Are we heading toward housing crisis 2.0?
That remains to be seen.
Two things are for certain. The is a massive housing bubble. And the Fed is holding the pin.
This article was written by Michael Maharrey and originally published by Schiff Gold.
The bubble in the housing market today is bigger than it was before 2008. And there is a bubble for the same reason. The central bank has held interest rates artificially low for nearly two years. On top of that, it stuck its big fat thumb on the mortgage market with its purchase of mortgage-backed securities. With those loans off their books, banks could lend more.
The result — skyrocketing home prices.
In the same way, quantitative easing creates artificial demand for Treasuries, thereby keeping rates low and facilitating more federal government borrowing and spending, it also keeps mortgage rates artificially low and juices the housing market.

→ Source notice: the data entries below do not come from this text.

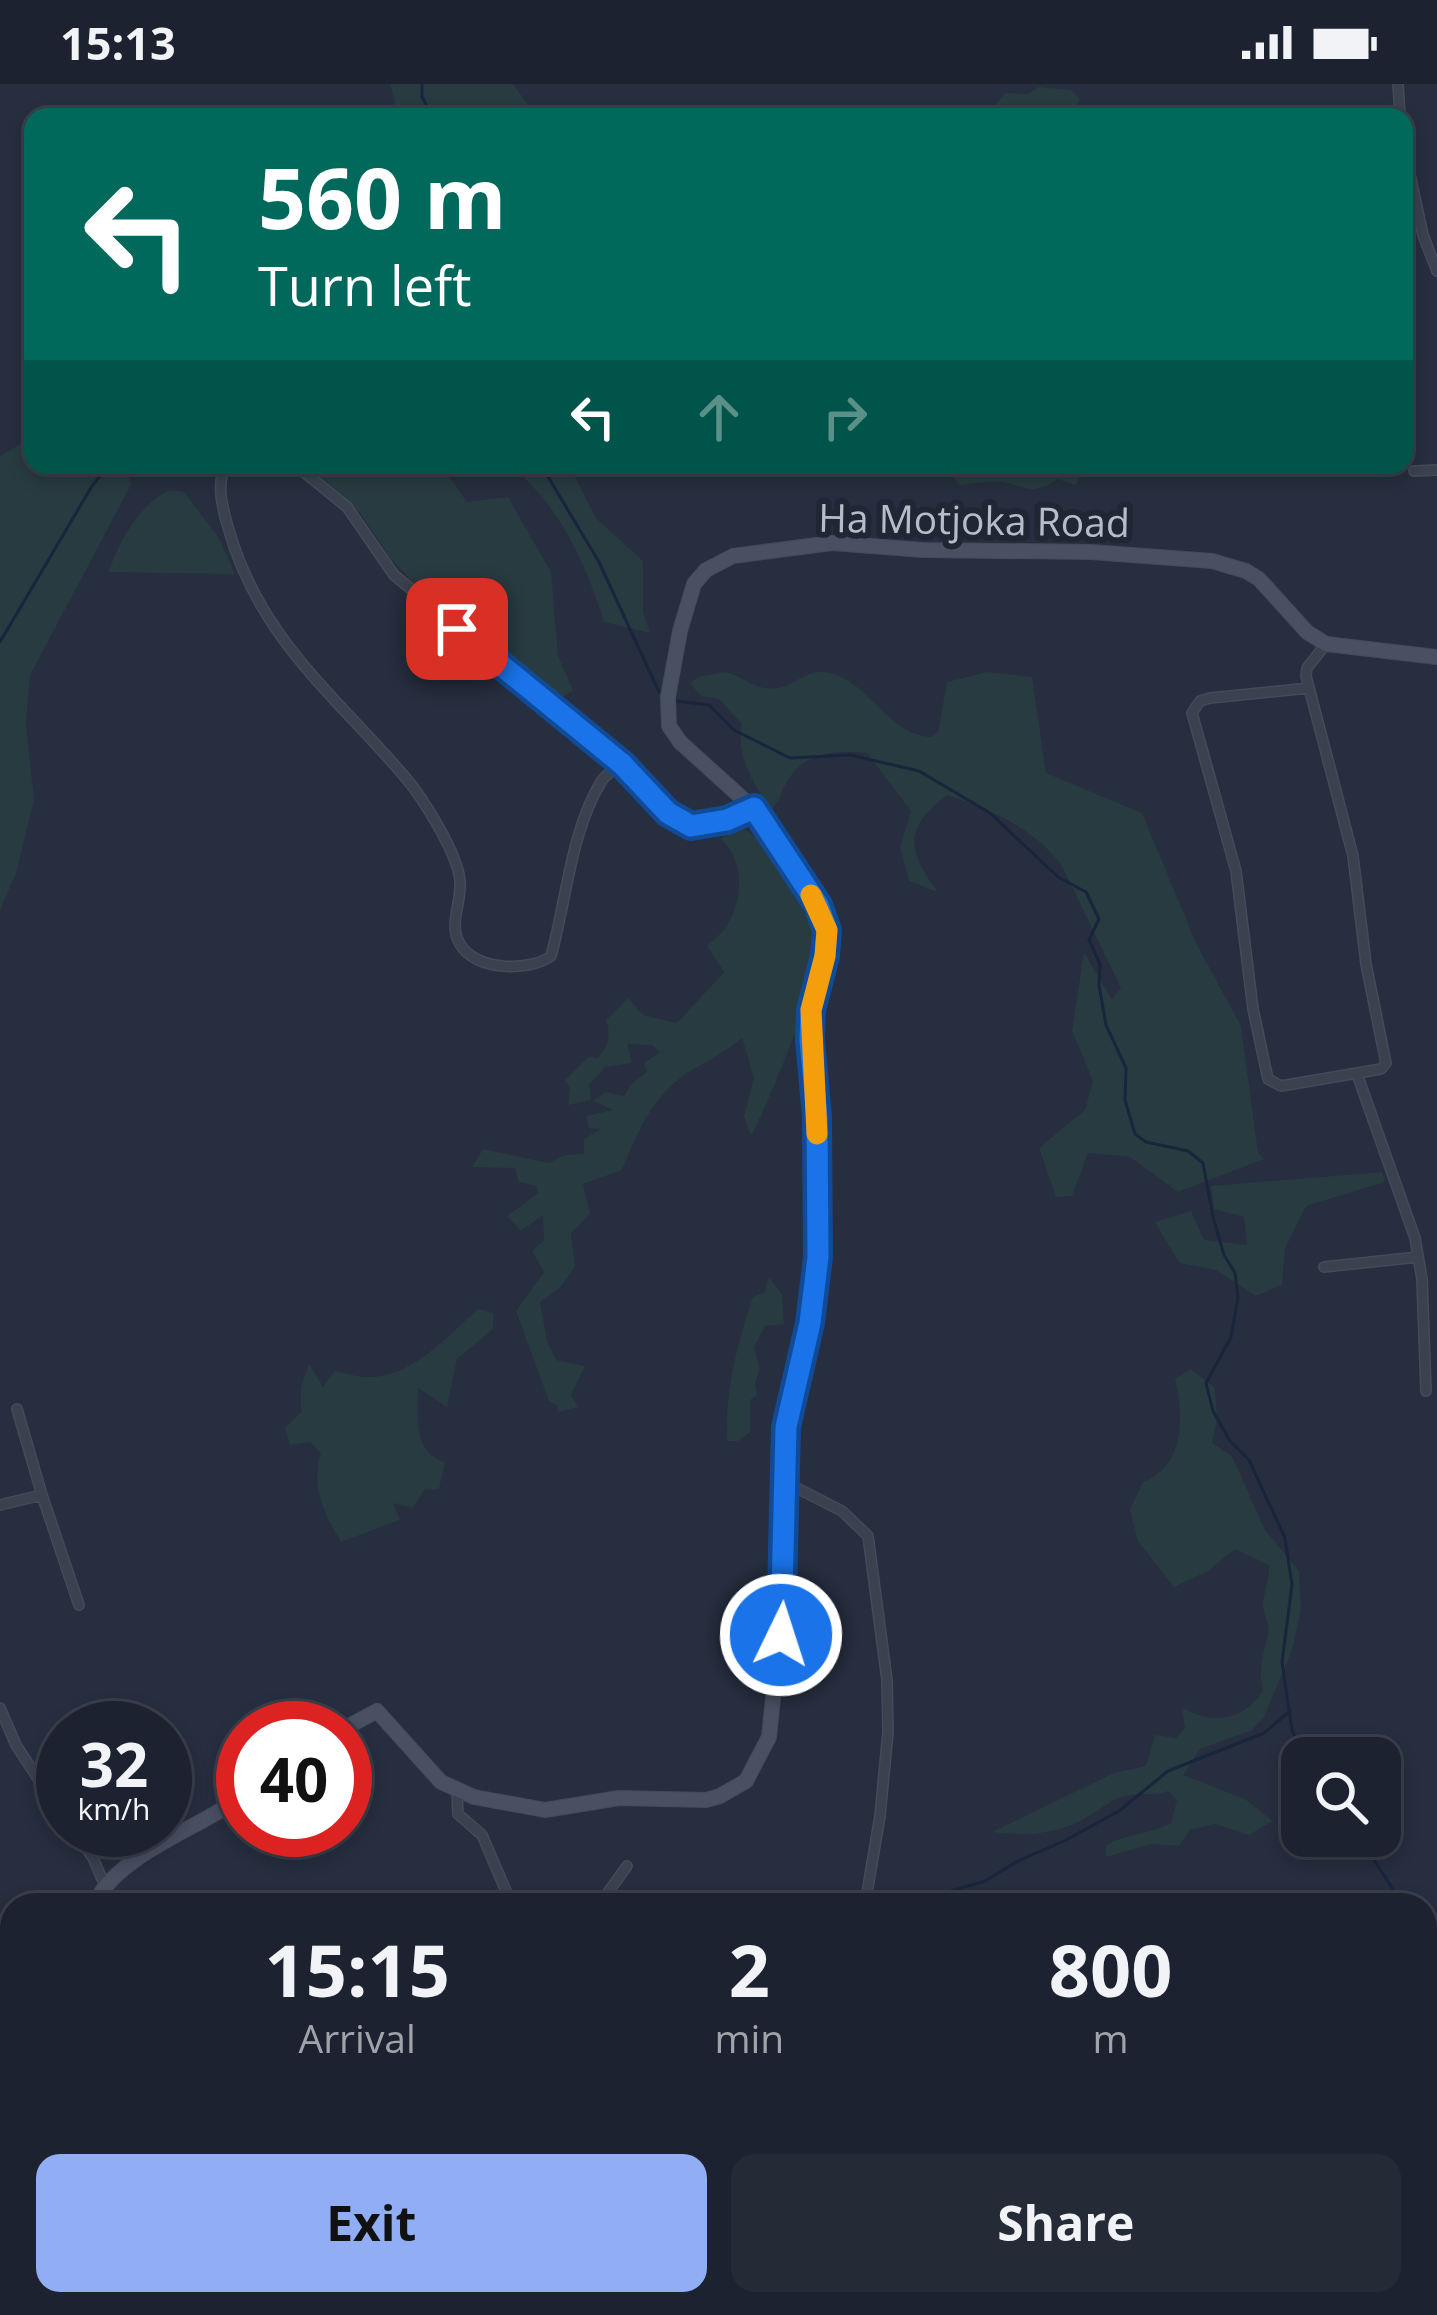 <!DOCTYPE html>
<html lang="en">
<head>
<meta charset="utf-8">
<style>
  body { margin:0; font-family:"Open Sans",sans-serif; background:#252a37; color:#f1f3f6; height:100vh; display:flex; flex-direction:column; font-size:45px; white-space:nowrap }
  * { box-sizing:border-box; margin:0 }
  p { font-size:39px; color:#a0a4aa }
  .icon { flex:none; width:66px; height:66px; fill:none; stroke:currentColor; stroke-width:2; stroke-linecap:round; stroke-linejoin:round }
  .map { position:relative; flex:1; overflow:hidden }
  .sheet { position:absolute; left:0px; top:1809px; width:1437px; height:423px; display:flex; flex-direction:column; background:#1c222f; border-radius:36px 36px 0 0; box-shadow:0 6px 18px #0003,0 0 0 3px #3a3f4b }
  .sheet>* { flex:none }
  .top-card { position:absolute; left:24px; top:24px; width:1389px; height:366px; border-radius:24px; box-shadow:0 6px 18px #0003,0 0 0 3px #3a3f4b; background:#00695c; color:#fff; overflow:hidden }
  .buttons { position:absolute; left:1281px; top:1653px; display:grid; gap:24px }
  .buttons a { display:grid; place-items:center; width:120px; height:120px; border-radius:24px; background:#1c222f; box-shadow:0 6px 18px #0003,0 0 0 3px #3a3f4b; font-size:60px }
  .speed { position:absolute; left:36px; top:1617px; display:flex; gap:24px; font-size:60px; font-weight:700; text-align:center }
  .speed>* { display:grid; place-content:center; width:156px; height:156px; border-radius:50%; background:#1c222f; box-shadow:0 6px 18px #0003,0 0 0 3px #3a3f4b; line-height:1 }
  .speed small { font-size:30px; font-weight:400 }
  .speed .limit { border:18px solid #d22; background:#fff; color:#111 }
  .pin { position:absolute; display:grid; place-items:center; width:102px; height:102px; color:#fff; margin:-51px; border-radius:24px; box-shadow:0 6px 18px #0006 }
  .me { position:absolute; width:132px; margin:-66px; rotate:4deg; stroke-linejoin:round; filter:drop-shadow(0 0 9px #0008) }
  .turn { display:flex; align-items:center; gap:42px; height:252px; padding:0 36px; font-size:54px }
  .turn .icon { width:156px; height:156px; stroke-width:2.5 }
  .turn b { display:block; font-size:84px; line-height:102px }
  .lanes { display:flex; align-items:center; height:114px; padding:0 36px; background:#0003; justify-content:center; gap:60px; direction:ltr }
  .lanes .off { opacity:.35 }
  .eta { display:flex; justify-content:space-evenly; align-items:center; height:204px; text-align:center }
  .eta b { font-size:72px; font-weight:700; line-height:84px }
  .button { display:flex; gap:24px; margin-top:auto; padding:24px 36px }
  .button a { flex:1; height:138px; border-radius:24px; background:#91aef5; color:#111; font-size:48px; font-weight:700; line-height:138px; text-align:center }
  .button a+a { background:#252a37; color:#f1f3f6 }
  .status { display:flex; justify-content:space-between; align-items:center; height:84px; padding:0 60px; background:#1c222f; direction:ltr }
  .status svg { height:33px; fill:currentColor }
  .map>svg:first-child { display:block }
  .green { fill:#283b40 }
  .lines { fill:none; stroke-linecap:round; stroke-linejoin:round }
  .stream { stroke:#19253d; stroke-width:3 }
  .street-casing { stroke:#444a58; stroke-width:12 }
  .secondary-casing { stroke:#444a58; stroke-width:16 }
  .street { stroke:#3a414f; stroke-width:9 }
  .secondary { stroke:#485062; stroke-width:14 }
  .route-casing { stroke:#114b97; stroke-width:30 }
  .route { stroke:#1a73e8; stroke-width:21 }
  .slow { stroke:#f59e0b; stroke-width:21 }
  .labels { text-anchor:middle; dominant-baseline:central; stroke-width:12; stroke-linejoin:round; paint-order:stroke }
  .street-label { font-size:39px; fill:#b7bcca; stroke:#1f2634 }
</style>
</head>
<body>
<div class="status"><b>15:13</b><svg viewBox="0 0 49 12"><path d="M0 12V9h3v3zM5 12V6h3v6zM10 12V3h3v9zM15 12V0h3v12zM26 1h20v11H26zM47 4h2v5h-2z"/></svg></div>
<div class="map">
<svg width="1437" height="2231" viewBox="0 0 1437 2231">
  <rect width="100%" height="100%" fill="#262e3f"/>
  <path class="green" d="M390 0H513L537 33H388L395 18Z
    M1039 3 1071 6 1080 15 1071 33H1007L996 20 1005 9 1027 10Z
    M33 353V381H127L131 401 30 591 26 638 34 716 16 789 0 826V372Z
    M306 381H441L467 418 508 413 551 488 558 571 573 607 554 617 425 511 391 475 360 429Z
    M509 381H569L596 434 643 477V528L650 549 604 538C586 480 559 419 509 381Z
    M941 381H1088L1075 401 1058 395C1029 413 1030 402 1001 398 988 397 972 400 960 401Z
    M169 406 184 408 219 454 235 490 108 488C122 454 136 424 169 406Z
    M724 588C743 591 756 608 777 604 802 599 808 579 839 592 874 607 891 651 931 653L938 648 947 598 987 588 1032 593 1046 689 1142 729 1196 859 1241 942 1258 1069 1264 1075 1178 1108 1130 1073 1088 1069 1072 1112 1056 1113 1039 1064 1085 1026 1093 997 1072 947 1084 868 1112 916 1121 904 1062 782C1034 744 990 725 947 711 903 745 907 767 938 808L909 797 900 763 911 727 867 669C835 666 804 668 786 699 780 710 781 717 771 725 753 701 735 669 742 640L719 615 701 612 690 599 698 593Z
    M739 742C770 760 762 761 781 788 796 808 815 825 820 850 825 885 769 1018 751 1052L744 1032 754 994 742 954C723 971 698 980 678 996 649 1019 636 1053 622 1086L583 1100 590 1129 571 1150 575 1182 561 1203 540 1218 547 1257 556 1276 585 1282 571 1311 578 1323 558 1328V1322L549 1317 516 1227 544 1188 532 1167 544 1156 543 1131 521 1147 507 1132 538 1109 536 1102 519 1098 515 1084 472 1083 483 1065 549 1079 565 1071 584 1070V1055L601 1045 589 1044 586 1032 613 1026 593 1017 605 1008 624 1012 632 999 647 988 644 979 660 968 652 961 627 960 632 979 605 983 589 1001 591 1016 568 1021 570 1004 565 996 588 973 598 974C609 961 611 952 606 936L628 914 643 931 677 939 724 888 707 862C713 856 724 848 728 840 743 814 745 774 720 755Z
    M1382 1088 1385 1098 1306 1122 1285 1165 1282 1201 1256 1212 1216 1186 1179 1179 1155 1138 1191 1127 1204 1156 1247 1161 1244 1133 1214 1125 1211 1102Z
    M769 1193 782 1210 784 1240 765 1242 754 1263 760 1285 755 1299 757 1312 750 1316V1348L738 1357H727C725 1306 737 1261 753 1213L765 1208Z
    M478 1225 493 1229V1245L457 1275 447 1323 418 1304C418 1332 412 1368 445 1378L439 1405 424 1406 413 1424 393 1419 400 1436 341 1458C324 1428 310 1404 321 1369L310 1358 290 1361 285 1344 301 1328V1303L309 1280 323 1303 334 1287C346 1289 360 1294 372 1293 415 1291 448 1251 478 1225Z
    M1191 1285 1215 1304 1217 1334 1212 1359 1232 1372 1265 1446 1299 1487 1301 1525 1292 1566 1264 1633 1252 1646 1200 1665 1183 1691 1245 1715 1273 1737 1249 1751 1215 1740 1190 1746 1179 1762 1151 1760 1106 1773V1761C1127 1749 1149 1751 1171 1739L1177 1716 1168 1707C1155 1713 1144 1708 1130 1711 1110 1714 1096 1730 1078 1738 1051 1751 1021 1752 992 1748L1114 1689 1146 1682 1155 1651 1176 1654 1185 1644 1182 1624C1214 1641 1242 1637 1263 1607 1257 1583 1264 1571 1268 1549 1270 1540 1263 1530 1263 1520 1264 1507 1269 1496 1269 1481L1235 1465 1208 1487 1174 1503 1138 1457 1130 1426 1143 1398C1185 1382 1184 1332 1175 1295Z"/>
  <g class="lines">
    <path class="stream" d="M422 0V13L433 33
      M541 381 599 478 659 608
      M0 558 92 402 109 381
      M676 617 709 621 734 646 790 674 850 671 919 687 990 729 1058 793 1086 808 1099 835 1089 856 1100 880 1099 901 1106 941 1126 984 1125 1016 1135 1050 1146 1058 1188 1067 1203 1079 1213 1133 1224 1171 1235 1189 1238 1213 1231 1253 1206 1299 1213 1327 1230 1357 1249 1376 1285 1454 1292 1501 1282 1578 1292 1646 1304 1674
      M1359 1752 1403 1821
      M917 1821 931 1813 985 1797 1018 1777 1066 1756 1119 1727 1168 1687 1264 1649 1290 1627
      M1425 1849 1437 1859
      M1425 2028 1437 2002
      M1301 2231 1304 2220"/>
    <defs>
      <path id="street" d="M1398 0 1400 33
        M1404 63 1423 151 1437 187
        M226 381C216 399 222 423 228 443 259 554 333 609 405 693 423 714 458 770 460 797 462 818 448 841 460 860 475 887 529 888 551 872 566 818 571 747 601 698 605 690 616 685 622 679
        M295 381 347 423 394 491 622 679 667 729 691 742 727 736 754 725
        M1414 387 1437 386
        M1309 604 1210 614 1200 617 1192 629 1236 787 1253 925 1268 995 1281 1002 1381 985 1386 979 1366 880 1353 772 1306 592 1307 584 1326 560
        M1357 990 1415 1154 1422 1195 1426 1307
        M1324 1183 1418 1173
        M783 1397 842 1427 868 1452 887 1596 888 1648 880 1732 865 1821
        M42 1411 79 1521
        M0 1421 42 1411 17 1325
        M0 1624 16 1661 63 1733
        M457 1707 458 1730 482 1751 512 1821
        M73 1746 93 1774 105 1802
        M599 1821 627 1782
        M0 1924 12 1916
        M0 2022 12 2030
        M0 2175 12 2186
        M48 2220 59 2231
        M409 2220 412 2231
        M629 2220 631 2231
        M1058 2220 1060 2231
        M1283 2220 1286 2231
        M1122 2231 1150 2220"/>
      <path id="secondary" d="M345 1644 377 1627 441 1698 474 1713 545 1726 619 1714 706 1716 720 1712 746 1697 769 1653 784 1509 786 1343 810 1239 818 1173 817 1033 810 956 811 926 825 872 827 846 817 821 754 725 680 658 669 642 668 613 680 547 694 500 706 486 733 472 832 459 923 466 1091 468 1212 477 1246 487 1259 495 1307 548 1326 560 1437 573
        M100 1821 99 1812C125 1768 201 1743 243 1712
        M257 2220 263 2231"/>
    </defs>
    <use href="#street" class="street-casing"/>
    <use href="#secondary" class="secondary-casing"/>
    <use href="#street" class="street"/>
    <use href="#secondary" class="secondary"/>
  </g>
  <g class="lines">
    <defs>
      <path id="route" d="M457 545 622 680 668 729 691 742 727 736 754 724 818 821 827 846 825 872 811 926 810 956 817 1033 818 1173 810 1239 786 1343 781 1551"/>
    </defs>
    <use href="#route" class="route-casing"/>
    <use href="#route" class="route"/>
    <path class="slow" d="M811 811 827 846 825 872 811 926 817 1050"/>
  </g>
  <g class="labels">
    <g class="street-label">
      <text transform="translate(974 435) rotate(1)">Ha Motjoka Road</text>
    </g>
  </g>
</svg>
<div class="buttons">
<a><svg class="icon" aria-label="search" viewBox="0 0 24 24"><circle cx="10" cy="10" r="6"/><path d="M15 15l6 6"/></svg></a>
</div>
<div class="speed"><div>32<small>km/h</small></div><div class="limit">40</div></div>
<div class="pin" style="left:457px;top:545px;background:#d93025"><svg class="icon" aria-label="arrive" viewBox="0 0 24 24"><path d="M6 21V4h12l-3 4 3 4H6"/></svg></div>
<svg class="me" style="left:781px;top:1551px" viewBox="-20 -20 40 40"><circle r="17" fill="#1a73e8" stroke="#fff" stroke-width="3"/><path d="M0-11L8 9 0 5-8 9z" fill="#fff"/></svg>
<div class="top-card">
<div class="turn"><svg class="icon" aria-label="left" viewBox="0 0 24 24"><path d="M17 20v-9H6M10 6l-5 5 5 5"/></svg><div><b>560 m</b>Turn left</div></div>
<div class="lanes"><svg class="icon" aria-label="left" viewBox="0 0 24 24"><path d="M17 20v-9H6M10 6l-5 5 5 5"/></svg><svg class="icon off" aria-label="ahead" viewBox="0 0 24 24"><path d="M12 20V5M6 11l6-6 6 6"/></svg><svg class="icon off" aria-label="right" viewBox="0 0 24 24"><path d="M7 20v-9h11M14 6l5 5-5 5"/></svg></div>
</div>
<section class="sheet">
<div class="eta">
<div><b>15:15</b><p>Arrival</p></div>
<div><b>2</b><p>min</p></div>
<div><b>800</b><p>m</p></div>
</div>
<div class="button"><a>Exit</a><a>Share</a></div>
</section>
</div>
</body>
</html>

As economist Alex Pollock put it in an article published by the Mises Wire earlier this year, the Fed “continues to be the price-setting marginal buyer or Big Bid in the mortgage market, expanding its mortgage portfolio with one hand, and printing money with the other.”
In 2006, the Fed owned zero mortgages. Today, The central bank holds about $2.6 trillion in mortgage-backed securities on its balance sheet. According to Pollock, about 24% of all outstanding residential mortgages in the US reside in the central bank. That makes the Fed, by far, the largest savings and loan institution in the world.
The result was entirely predictable.
According to Fed data, the average sales price of a home in the fourth quarter of 2021 was $477,900. That compares to $403,900 in Q4 2020 and $384,600 in the fourth quarter of 2019. In other words, the average sale price increased by $93,300 in just two years. That is by far the biggest increase ever recorded in a 24-month period.
Here’s a little more data to chew on.
The 12-month home sales price increases in the first three quarters of 2021 were all above 17%. That’s the biggest increase ever recorded over any three-quarter period since at least 1963. That’s the earliest data available.
Justin Haskins summed up the situation in an article published by The Federalist.
Put simply, Americans have literally never seen housing prices skyrocket like they are now for this long of a period. And every time they have approached the numbers we are seeing today in the past — in the 1970s, late-1980s, and early to mid-2000s — there was a massive real estate or stock market crash that soon followed (or both). There appear to be no exceptions, other than a few rare cases where housing prices increased quickly immediately after a crash had occurred.”
So, we have a massive housing bubble — even bigger than the one that popped in 2007 and led to the 2008 financial crisis.
And what always happens to bubbles?
And the Fed has the pin in its hand. It’s about to raise interest rates. Mortgage rates will go up right along with them. And it’s already tapering its purchase of mortgage-backed securities.
Haskins provides a comparison between the runup to 2008 and today.
The bubble that developed from 2002 to 2007 peaked at around a 47 percent price increase, before plummeting by 20 percent from 2007 to the first quarter of 2009. If we see a similar pattern emerge for the bubble that has been developing since roughly 2012, then we could see housing prices drop by 30 to 40 percent over a two-year period. Whatever the final numbers end up being, the evidence is clear: based on data reported over the past six decades, America appears to be on the verge of an epic real estate crash.”
That’s not to say it will precipitate another 2008-style crisis. The dynamics in the subprime market are different this time around. But a collapsing housing market will ripple through the economy and it’s hard to say exactly how it will play out.
Regardless, this is a big problem for the Fed. We have been saying that the Fed can’t do what it’s saying it will do to fight inflation, and this is yet another reason. If it follows through with rate hikes, and if it stops buying mortgage-backed securities and then starts selling them into the market, mortgage rates are going to skyrocket. Unaffordable homes will become more unaffordable.
The housing bubble will pop.
It may not take much of a pinprick to pop the bubble. Even the 1 or 2% rate hike the Fed is talking about could do the trick.